## Activity
Output the records in full, exactly as given.

Content starts

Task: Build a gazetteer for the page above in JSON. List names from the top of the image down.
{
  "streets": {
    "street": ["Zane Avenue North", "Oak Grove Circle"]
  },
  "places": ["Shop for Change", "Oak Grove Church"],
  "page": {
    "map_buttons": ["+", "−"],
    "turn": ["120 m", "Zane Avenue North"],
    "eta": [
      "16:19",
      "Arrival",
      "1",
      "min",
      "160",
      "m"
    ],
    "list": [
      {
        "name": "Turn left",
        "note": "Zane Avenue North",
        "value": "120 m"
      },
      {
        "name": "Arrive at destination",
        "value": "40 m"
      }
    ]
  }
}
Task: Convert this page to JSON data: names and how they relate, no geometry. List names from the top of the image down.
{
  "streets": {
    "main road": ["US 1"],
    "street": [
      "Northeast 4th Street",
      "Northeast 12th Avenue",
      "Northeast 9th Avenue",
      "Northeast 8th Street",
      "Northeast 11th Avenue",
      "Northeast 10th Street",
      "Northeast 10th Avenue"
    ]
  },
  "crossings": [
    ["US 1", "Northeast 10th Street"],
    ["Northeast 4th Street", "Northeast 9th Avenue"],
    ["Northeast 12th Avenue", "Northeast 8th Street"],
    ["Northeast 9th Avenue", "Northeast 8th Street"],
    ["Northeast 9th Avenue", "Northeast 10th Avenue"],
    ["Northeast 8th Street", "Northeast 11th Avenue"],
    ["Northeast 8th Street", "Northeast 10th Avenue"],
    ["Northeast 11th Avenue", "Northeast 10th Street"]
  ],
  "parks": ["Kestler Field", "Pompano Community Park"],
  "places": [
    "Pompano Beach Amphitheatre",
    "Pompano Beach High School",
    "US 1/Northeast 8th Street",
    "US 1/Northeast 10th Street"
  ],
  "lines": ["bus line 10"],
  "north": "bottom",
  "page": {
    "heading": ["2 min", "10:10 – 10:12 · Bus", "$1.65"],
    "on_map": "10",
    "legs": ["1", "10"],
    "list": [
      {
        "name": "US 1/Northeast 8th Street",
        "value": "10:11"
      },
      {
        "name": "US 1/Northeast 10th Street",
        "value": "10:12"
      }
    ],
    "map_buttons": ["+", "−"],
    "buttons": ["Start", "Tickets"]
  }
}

Content ends

## Exercise solution
Task: Build a gazetteer for the page above in JSON. List names from the top of the image down.
{
  "streets": {
    "street": ["Zane Avenue North", "Oak Grove Circle"]
  },
  "places": ["Shop for Change", "Oak Grove Church"],
  "page": {
    "map_buttons": ["+", "−"],
    "turn": ["120 m", "Zane Avenue North"],
    "eta": [
      "16:19",
      "Arrival",
      "1",
      "min",
      "160",
      "m"
    ],
    "list": [
      {
        "name": "Turn left",
        "note": "Zane Avenue North",
        "value": "120 m"
      },
      {
        "name": "Arrive at destination",
        "value": "40 m"
      }
    ]
  }
}
Task: Convert this page to JSON data: names and how they relate, no geometry. List names from the top of the image down.
{
  "streets": {
    "main road": ["US 1"],
    "street": [
      "Northeast 4th Street",
      "Northeast 12th Avenue",
      "Northeast 9th Avenue",
      "Northeast 8th Street",
      "Northeast 11th Avenue",
      "Northeast 10th Street",
      "Northeast 10th Avenue"
    ]
  },
  "crossings": [
    ["US 1", "Northeast 10th Street"],
    ["Northeast 4th Street", "Northeast 9th Avenue"],
    ["Northeast 12th Avenue", "Northeast 8th Street"],
    ["Northeast 9th Avenue", "Northeast 8th Street"],
    ["Northeast 9th Avenue", "Northeast 10th Avenue"],
    ["Northeast 8th Street", "Northeast 11th Avenue"],
    ["Northeast 8th Street", "Northeast 10th Avenue"],
    ["Northeast 11th Avenue", "Northeast 10th Street"]
  ],
  "parks": ["Kestler Field", "Pompano Community Park"],
  "places": [
    "Pompano Beach Amphitheatre",
    "Pompano Beach High School",
    "US 1/Northeast 8th Street",
    "US 1/Northeast 10th Street"
  ],
  "lines": ["bus line 10"],
  "north": "bottom",
  "page": {
    "heading": ["2 min", "10:10 – 10:12 · Bus", "$1.65"],
    "on_map": "10",
    "legs": ["1", "10"],
    "list": [
      {
        "name": "US 1/Northeast 8th Street",
        "value": "10:11"
      },
      {
        "name": "US 1/Northeast 10th Street",
        "value": "10:12"
      }
    ],
    "map_buttons": ["+", "−"],
    "buttons": ["Start", "Tickets"]
  }
}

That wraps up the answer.